鶴姫の方は、官兵衛が着ていた白装束を身にまとっている。
コンセプトは、恋人に裏切られて恨みさまよっている女性の幽霊らしいのだが、せいぜい座敷わらしにしか――
…だが、誰もそれは口にしていない。
佐助と元親は、あまりの仕掛けのなさに面白くない、と官兵衛にもの申し、勝手におどかし役に参加していたのだった。
官兵衛曰く、暗い道だけでも充分怖ろしいので、仕掛けはかえって少ない方が良い、と生徒会長からのお達しだということなのだが。
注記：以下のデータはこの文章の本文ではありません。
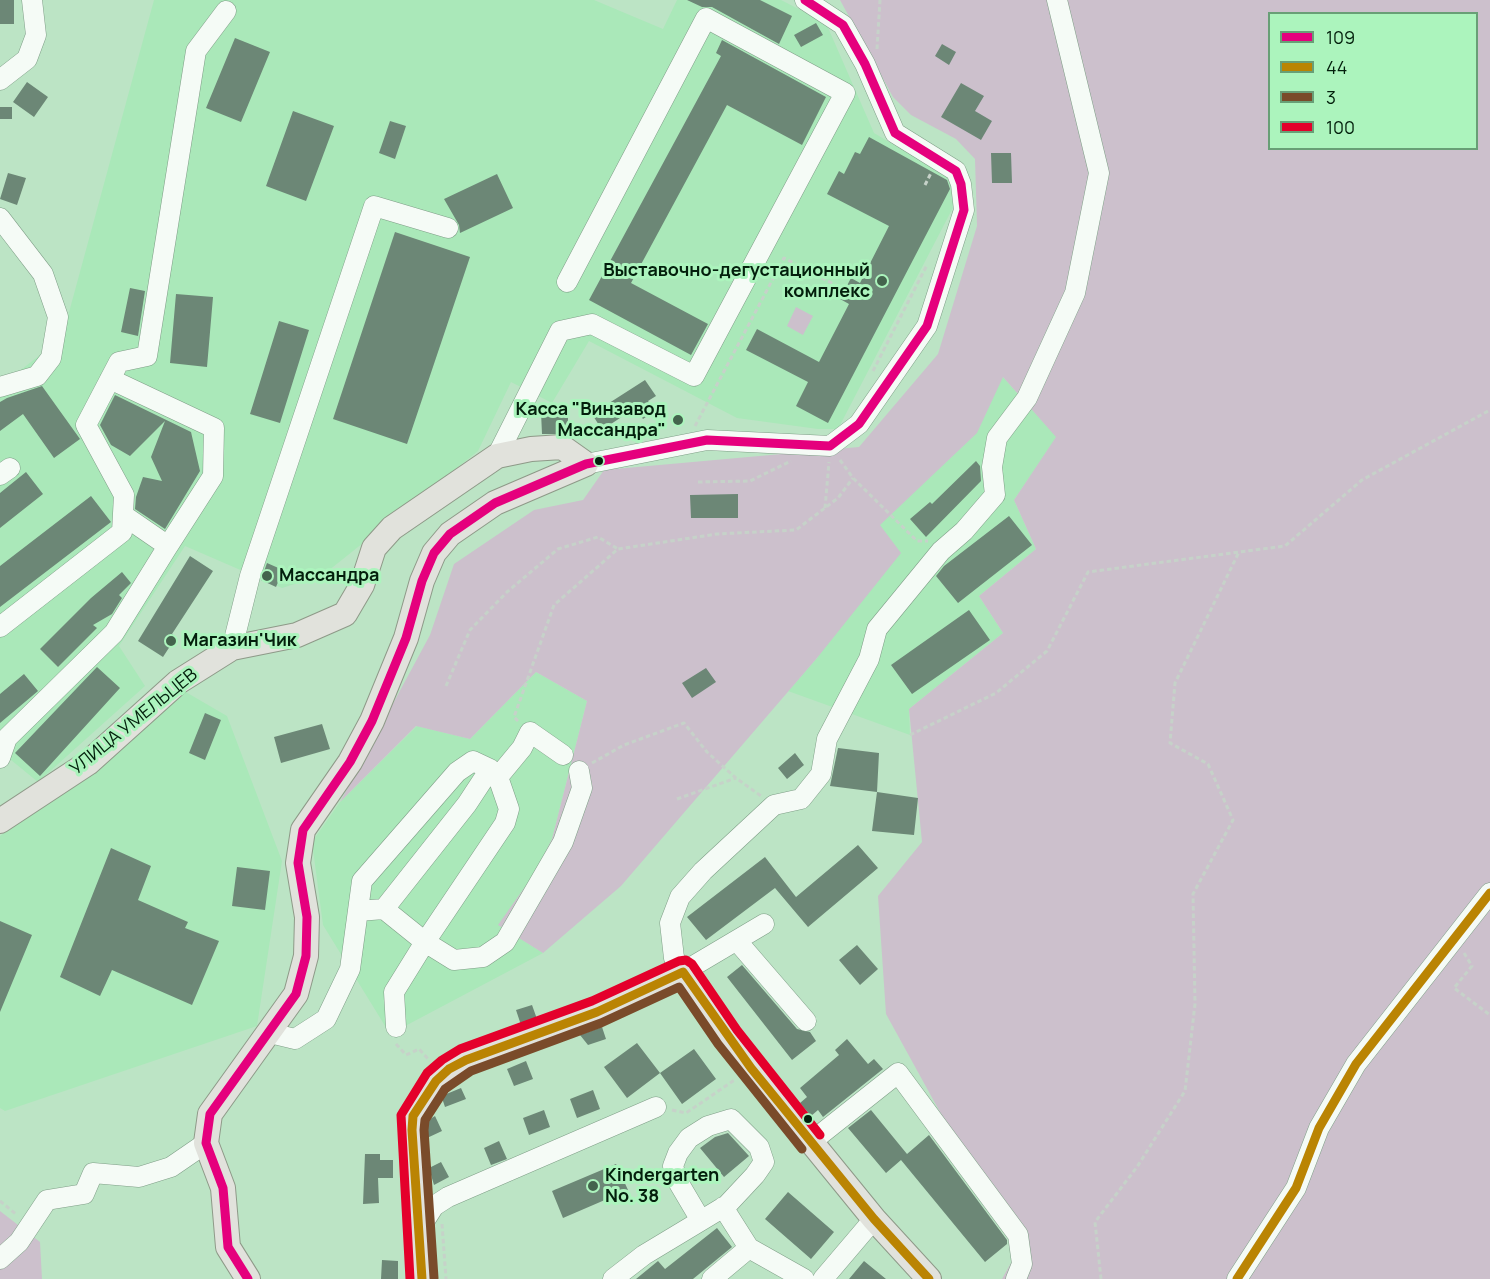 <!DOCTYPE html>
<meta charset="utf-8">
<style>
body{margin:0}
#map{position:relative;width:1490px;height:1279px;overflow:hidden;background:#bce4c5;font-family:Manrope,sans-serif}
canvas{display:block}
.legend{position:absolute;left:1268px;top:12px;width:210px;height:138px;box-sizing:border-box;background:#acf4bd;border:2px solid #689f76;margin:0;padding:8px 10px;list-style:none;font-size:18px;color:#031f0c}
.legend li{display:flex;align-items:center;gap:12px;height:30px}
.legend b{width:30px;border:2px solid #689f76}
</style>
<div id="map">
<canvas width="1490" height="1279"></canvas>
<ul class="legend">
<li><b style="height:8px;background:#e5007d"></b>109</li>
<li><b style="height:8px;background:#ba8403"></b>44</li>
<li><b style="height:8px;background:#7a4b2a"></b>3</li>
<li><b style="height:8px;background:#e4002b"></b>100</li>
</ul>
</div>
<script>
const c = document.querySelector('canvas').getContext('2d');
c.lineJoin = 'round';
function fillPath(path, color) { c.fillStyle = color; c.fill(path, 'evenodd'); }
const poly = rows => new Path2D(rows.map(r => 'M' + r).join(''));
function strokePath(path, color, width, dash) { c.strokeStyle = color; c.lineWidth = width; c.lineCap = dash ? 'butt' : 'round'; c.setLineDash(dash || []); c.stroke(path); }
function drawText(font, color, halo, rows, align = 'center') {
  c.font = font + ' Manrope,sans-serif'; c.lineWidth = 6; c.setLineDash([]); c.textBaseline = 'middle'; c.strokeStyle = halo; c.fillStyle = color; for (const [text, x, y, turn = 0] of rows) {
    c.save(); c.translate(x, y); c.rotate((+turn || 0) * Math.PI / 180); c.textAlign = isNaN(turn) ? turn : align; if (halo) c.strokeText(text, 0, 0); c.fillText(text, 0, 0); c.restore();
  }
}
const built = poly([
 [154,0,594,0,663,29,677,0,781,0,826,23,874,133,958,183,959,196,838,429,818,429,737,418,589,341,552,403,511,382,478,451,323,575,282,588,185,546,119,646,145,686,38,782,0,751,0,386,62,338],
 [1002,376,1057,437,1014,500,1036,549,979,596,1003,633,909,709,910,735,788,691,817,658,879,525,976,433],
 [536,672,587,701,552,839,534,874,499,925,543,953,390,1034,323,925,312,842,340,802,417,726,470,739],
 [184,691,227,716,282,861,257,1026,5,1111,0,1108,0,836]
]);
const green = poly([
 [840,0,1490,0,1490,1279,1002,1279,1017,1252,886,1014,878,896,922,842,909,709,1003,633,979,596,1036,549,1014,500,1056,437,1003,377,977,433,880,525,901,553,817,658,621,886,543,953,498,925,534,874,552,839,587,701,536,672,470,739,416,726,340,802,430,635,454,564,534,510,583,500,604,470,859,447,938,354,977,226,975,159,956,139,911,115,893,97],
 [1270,14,1476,14,1476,148,1270,148],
 [796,307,813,316,803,335,787,326],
 [0,1211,40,1242,42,1279,0,1279]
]);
const building = poly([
 [0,0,14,0,14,24,0,24],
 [687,0,760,0,792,16,779,44,712,7,702,7],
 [816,23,823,35,801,47,794,35],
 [235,38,270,52,241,122,206,108],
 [722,40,826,97,802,145,727,105,631,283,708,324,691,355,589,300,721,56,716,53],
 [942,44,956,52,949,65,935,56],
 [27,82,48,97,34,117,13,102],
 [961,83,984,96,975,111,992,121,981,140,941,117],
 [0,107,12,107,12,119,0,119],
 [293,111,334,126,306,201,266,186],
 [390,121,406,126,395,159,379,153],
 [869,137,947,180,950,189,828,423,796,406,808,382,746,350,757,329,819,362,849,304,840,299,851,278,860,283,889,226,827,194,839,171,844,174,855,152,860,154],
 [991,153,1011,153,1012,183,992,183],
 [8,173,26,178,17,205,0,199],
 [497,174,513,208,460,233,459,225,444,199],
 [395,232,470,257,407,444,333,419],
 [130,288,145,291,138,336,121,332],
 [176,294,213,297,207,367,170,363],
 [279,321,309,330,280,423,250,414],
 [645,380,656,396,648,401,655,411,643,419,635,408,602,430,592,414],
 [42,386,80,439,54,458,23,414,0,431,0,402,7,398],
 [115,395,191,432,200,471,165,529,135,509,136,497,143,477,162,481,151,457,165,421,130,456,111,445,100,425],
 [568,411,568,434,542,434,541,412],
 [976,461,980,466,981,481,926,537,910,519,930,502,932,504],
 [26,472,43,494,0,528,0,493],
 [738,494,738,518,691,518,690,495],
 [91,496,111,522,0,607,0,566],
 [1009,516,1032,545,958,603,936,576,944,566],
 [190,556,213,571,172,634,176,637,163,657,138,641],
 [267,563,283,570,276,587,261,580],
 [122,572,131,583,119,595,122,598,112,614,93,625,97,628,58,667,40,649,91,598],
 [969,610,990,640,912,694,891,665],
 [97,667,120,688,40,776,15,753],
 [706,668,716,682,692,698,682,683],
 [24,674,38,691,0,723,0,694],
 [205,713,221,720,205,760,189,753],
 [322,724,330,749,281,763,274,737],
 [838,748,879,753,877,792,830,786],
 [795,753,804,765,787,779,778,768],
 [877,792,918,798,914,835,872,831],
 [858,845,878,868,808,927,775,888,706,940,687,917,765,857,796,897],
 [111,848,151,866,138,900,188,922,185,928,219,941,192,1005,112,970,100,996,60,977],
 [237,867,270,871,265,910,232,906],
 [0,921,32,935,0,1012],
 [857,945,878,969,860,985,839,960],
 [742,965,797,1029,810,1032,816,1041,792,1060,727,977],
 [532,1005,537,1019,521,1025,516,1010],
 [602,1027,606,1039,588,1045,580,1035],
 [847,1039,868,1064,874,1059,883,1069,823,1117,818,1110,811,1116,800,1103,807,1097,800,1088,839,1055,835,1050],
 [637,1043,660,1073,627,1098,604,1067],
 [694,1049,716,1079,682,1104,660,1073],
 [526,1061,533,1079,514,1086,507,1069],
 [461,1088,466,1099,445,1107,442,1098,444,1095],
 [593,1090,600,1109,577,1118,570,1099],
 [544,1110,550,1127,529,1135,523,1118],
 [871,1110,907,1154,929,1135,1007,1240,1007,1244,985,1262,901,1160,886,1173,848,1128],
 [435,1116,442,1131,427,1138,427,1121],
 [728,1133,749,1156,724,1177,700,1148,715,1137],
 [499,1141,507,1159,491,1165,484,1148],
 [365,1154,380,1154,380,1160,393,1160,393,1178,378,1178,379,1203,363,1204],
 [441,1162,449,1177,434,1185,429,1168],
 [616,1164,628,1190,563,1218,552,1191],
 [788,1192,834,1232,811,1259,765,1219],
 [717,1228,732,1247,693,1279,636,1279,658,1261,665,1269],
 [382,1260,398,1261,398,1279,381,1279],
 [864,1261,886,1279,849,1279]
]);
const path = poly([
 [877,49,880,0],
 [925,185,931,173],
 [873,371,927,265],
 [695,426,784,258,845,290],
 [840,460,853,478,917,541,928,541],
 [698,482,750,481,791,461],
 [825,508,829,462],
 [446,686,470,630,507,592,558,549,598,537,618,549],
 [518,721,514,717,554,605,618,549,717,534,796,530,838,498,853,478],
 [910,735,996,693,1047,651,1088,572,1285,546,1362,480,1490,410],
 [592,763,624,745,684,723,707,752,736,778,761,796],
 [677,799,736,778],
 [1464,953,1472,966,1454,988,1490,1015],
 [396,1044,406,1055,419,1049,430,1061],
 [672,1110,686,1113,736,1079],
 [0,1201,17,1215],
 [442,1224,446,1279],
 [1101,1279,1095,1222,1137,1167,1185,1091,1195,1004,1193,894,1233,820,1208,764,1170,743,1175,683,1239,552]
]);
const minor = poly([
 [0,80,27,59,36,35,32,0],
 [0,218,43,274,58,317,51,358,37,376,0,387],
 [110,379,214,428,213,476,168,546],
 [497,456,560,331,592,324,694,376,845,93,706,18,567,282],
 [586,464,707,440,830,446,859,424,927,326,964,210,961,184,956,171,895,133,865,64,843,25,805,0],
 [0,475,10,468],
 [0,627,122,532,124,495,86,425,119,362,147,356,196,51,226,11],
 [232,648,250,576,374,206,448,228],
 [0,758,7,738,114,633,168,546,123,515],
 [498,777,522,748,530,732,563,755],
 [384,909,425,942,394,992,396,1027],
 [358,911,384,909,467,804,490,769],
 [764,924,683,972,674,958,670,923,680,897,703,871,774,805,801,799,821,774,827,739,869,659,877,629,941,551,964,531,995,495,992,467,997,438,1027,398,1075,293,1099,173,1057,0],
 [737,941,806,1021],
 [270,1033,295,1039,326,1019,350,969,362,881,457,772,473,761,490,769,498,777,509,809,505,823,425,942,454,960,483,957,505,942,563,842,582,788,579,771],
 [811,1142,898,1073,1018,1235,1022,1264,1016,1279],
 [723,1207,749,1248],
 [420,1228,434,1206,448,1197,656,1107],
 [0,1259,19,1242,47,1200,84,1194,93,1173,139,1177,171,1167,206,1143],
 [613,1279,644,1255,727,1205,755,1175,764,1162,759,1147,731,1119,708,1126,689,1138,678,1153,673,1166,677,1180,700,1219],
 [712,1279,749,1248,804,1279],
 [823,1279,874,1219],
 [1237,1279,1296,1188,1319,1128,1356,1064,1490,893]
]);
const major = poly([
 [0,821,88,763,178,682,232,648,297,635,345,614,362,585,374,548,392,528,497,456,531,449,562,447,586,464],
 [248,1279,228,1247,223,1188,206,1143,210,1114,296,994,306,956,307,917,298,863,303,830,350,762,372,721,406,638,422,581,434,553,450,534,495,503,586,464],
 [422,1279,412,1130,413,1116,436,1081,449,1069,466,1060,597,1012,683,972,727,1037,751,1068,874,1219,929,1279]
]);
const bus1 = poly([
 [248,1279,228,1247,223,1188,206,1143,210,1114,296,994,306,956,307,917,298,863,303,830,350,762,372,721,406,638,422,581,434,553,450,534,495,503,586,464,707,440,830,446,859,424,927,326,964,210,961,184,956,171,895,133,865,64,843,25,805,0]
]);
const bus2 = poly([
 [422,1279,412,1130,413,1116,436,1081,449,1069,466,1060,597,1012,683,972,751,1068,874,1219,929,1279],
 [1237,1279,1296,1188,1319,1128,1356,1064,1490,893]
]);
const bus3 = poly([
 [434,1278,424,1130,425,1120,445,1089,471,1071,601,1023,679,987,718,1044,802,1149]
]);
const bus4 = poly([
 [410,1279,401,1115,427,1073,442,1060,460,1049,592,1001,679,961,686,960,692,964,737,1030,820,1135]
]);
const markers = [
 [882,281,6,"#44644d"],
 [678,420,6,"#44644d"],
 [599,461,5,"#031f0c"],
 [267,576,6,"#44644d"],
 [171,641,6,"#44644d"],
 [808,1119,5,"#031f0c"],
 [593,1186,6,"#44644d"]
];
const poiNames = [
 ["Выставочно-дегустационный",870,271,"right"],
 ["комплекс",870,292,"right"],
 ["Касса \"Винзавод",666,410,"right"],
 ["Массандра\"",666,431,"right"],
 ["Массандра",279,576],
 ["Магазин'Чик",183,641],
 ["Kindergarten",605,1176],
 ["No. 38",605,1197]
];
const streetNames = [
 ["УЛИЦА УМЕЛЬЦЕВ",134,722,-39]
];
fillPath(built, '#aae8b9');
fillPath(green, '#ccc0cc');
fillPath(building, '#6c8776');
strokePath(minor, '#7f9e87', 21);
strokePath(major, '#8e9988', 26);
strokePath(path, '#c6d2c9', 3, [4.5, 3]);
strokePath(minor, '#f5fbf6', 20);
strokePath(major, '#e1e2dc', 24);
strokePath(bus1, '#e5007d', 9);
strokePath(bus2, '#ba8403', 9);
strokePath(bus3, '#7a4b2a', 9);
strokePath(bus4, '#e4002b', 9);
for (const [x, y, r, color] of markers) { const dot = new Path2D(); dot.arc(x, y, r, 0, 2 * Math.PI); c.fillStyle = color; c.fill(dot); strokePath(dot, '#acf4bd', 2); }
drawText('bold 18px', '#031f0c', '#acf4bd', poiNames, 'left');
drawText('18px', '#031f0c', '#acf4bd', streetNames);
</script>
しかし、肝心の仕掛け役二名のやる気がゼロなようで、ほとんど大した恐怖になっていない。
「それなら、私たちも加わっちゃいましょう!」
と鶴姫の一声で、今このような状況になっているというわけだ。
官兵衛が服の上から着ていた白装束を渡されると、
「ゴール手前でホッとしているところを狙います!」
と、鶴姫は可愛らしい顔で、かなり小悪魔なことを提案する。
無条件で、元親をお供に指名し――
「一人で待ってろって言うんですかっ?そんなの――怖いじゃないですか!」
涙声を前に、元親も嫌とは言えない。
「…じゃあ、やんなきゃ良いのによ」
苦笑する元親だったが、
「ひどい!それ言っちゃいます?だって――。…だから、あなたはモテないんですよっ」
凄味は皆無だが、睨み上げる目と最後の言葉は効いたようで、
「てーめえ、鶴の字ぃ…。――知らねぇな?俺がどんだけモテてっかよ。学園じゃ見せねーだけで、他のとこじゃあ…」
「それは、他校の女の子はあなたをよく知らないからですー」
「んだとぉ?」
鶴姫は、はぁっと溜め息をつくと、
「…どうして、こんなにガサツに育っちゃったんでしょう?昔はあんなに――」
「っおい、コラてめ」
慌てて口を塞ごうとしたのが、掴みかかるのかと思えたらしく、
「元親殿、女子にそのような…!」
と、幸村が庇い立てる。
「大丈夫ですよ、真田さん」
鶴姫はニコッとし、
「元親さん、こう見えて女の子には手を上げませんから。すっごく意外なのは分かりますけど」
「てめーは一言多いんだよ」
低く唸るが、
「元親殿、女子をそのように呼んではいけませぬぞ」
真面目な顔に言われ、ぐうの音も出なくなる。